A Harder Problem
At Famigo, we do many, many distinct, complex queries when it comes to recommending apps for families (eg, give me the top 1000 puzzle games for young adults that are free on the Amazon App Store, sorted by user rating). Doing all these queries on demand proved to be a little bit slow (average query time is about a second), so I decided to cache the results of each distinct query for 8 hours. That's slightly more complex, but it wasn't like I was writing an Erlang compiler in Visual Basic.
Take 1 of cache implementation: Use memcached for the cache. Ten minutes later, curse memcached for not having an ordered datatype.
Take 2 of cache implementation: Use MongoDB for the cache. Many minutes later, celebrate success (prematurely).
What did our cached query results look like in MongoDB? Each document in the cache had a cache key (eg, most-popular-puzzle-games-for-young-adults), an expiration date, an ordinal, and a reference to the application document that we wanted to render.
There were already hints that I was doing it wrong. Case in point: I had to manage all of the cache expiration myself. In MongoDB, you can specify a maximum number of documents that a collection can store (which I was doing; I specified a max of 500k docs), but that's not at all the same thing as caching these results for exactly 8 hours. Speaking of which: hey 10gen, we want TTL collections!
Another sign I was doing it wrong: I had to do a lot of index tuning to make my interactions with the MongoDB cache fast. Every time I checked the cache, I had to specify the cache key, expiration date, and sort by the ordinal; for that to be fast, all of those needed to be covered by an index. While the index sped up my finds, it slowed down my inserts. I had a hell of a time finding the right balance.
Unfortunately, I'm not yet done listing the signs that I wasn't doing it right. You can't delete from a MongoDB capped collection. That's no problem if you're just collecting logs, but from time to time, we must invalidate our cache. Since I couldn't delete these documents from the cache, I had to add another column that stored an Active status, which also required an index, since we had to query by it every time.
How Did It Work? (Spoiler Alert: Not So Great.)
We ended up running in production on my MongoDB app query cache for a month or two. It was definitely faster than performing all of the complex queries in real time (~300ms instead of 1s), but there was a new delay when we had to add results to the cache (~200ms). As both app data and users scaled up by an order of magnitude, it was clear that this would just burst into flames at some point.
A New Solution Emerges!
I decided to try something new. I knew that Redis had a sorted set datatype, so I started to play with that. Rather than cache these app query results in MongoDB, I created a sorted set of app ids for each query. I let Redis handle all of the cache expiration business by setting a TTL value for each key. When I wanted to pull from the cache, I did so, then did a find in MongoDB using the $in operator with all of the app ids, then I reordered that in Python based on the app ordering in Redis. I knew it wasn't as pretty, but was it effective?
For my first test, I merely timed how long it took to add a few hundred results to my Redis-backed cache. That was regularly around 200ms; it was now down to 1 or 2ms. Impressive... but then that should be fast. I refused to be impressed until I started pulling from the cache.
Was it faster to pull the app ids from Redis, use that to pull the documents from MongoDB, then use Python to reorder everything? Actually, yes. Thus far, getting from the cache takes 1/3 of the time that it did before. Meanwhile, adding to the cache is essentially free.
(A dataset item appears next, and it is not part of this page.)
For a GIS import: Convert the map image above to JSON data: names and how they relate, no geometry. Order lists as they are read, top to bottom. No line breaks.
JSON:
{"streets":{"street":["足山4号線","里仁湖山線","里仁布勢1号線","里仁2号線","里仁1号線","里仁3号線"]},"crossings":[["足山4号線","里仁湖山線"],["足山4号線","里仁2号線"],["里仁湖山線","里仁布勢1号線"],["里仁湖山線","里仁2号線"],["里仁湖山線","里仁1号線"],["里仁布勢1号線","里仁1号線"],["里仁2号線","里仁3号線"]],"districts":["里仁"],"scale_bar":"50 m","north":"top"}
How Not to Do MongoDB, or Any Other Datastore
It turns out that, technically, I was correct. I could use MongoDB as a key-value store for caching, much like I could use my Mazda 3 as an amphibious assault vehicle. In practice, neither would be optimized for those use cases.
A key part of determining your architecture is understanding the strengths and weaknesses of your technology choices. The primary strength of MongoDB is how it allows you to simplify and decouple your data modeling via document-orientation. What about Redis? Its primary strength is how it enables very fast access to a few key data structures, like sets and dictionaries. With both of those stated, it becomes clear the situations in which you can combine MongoDB and Redis to build delightful software.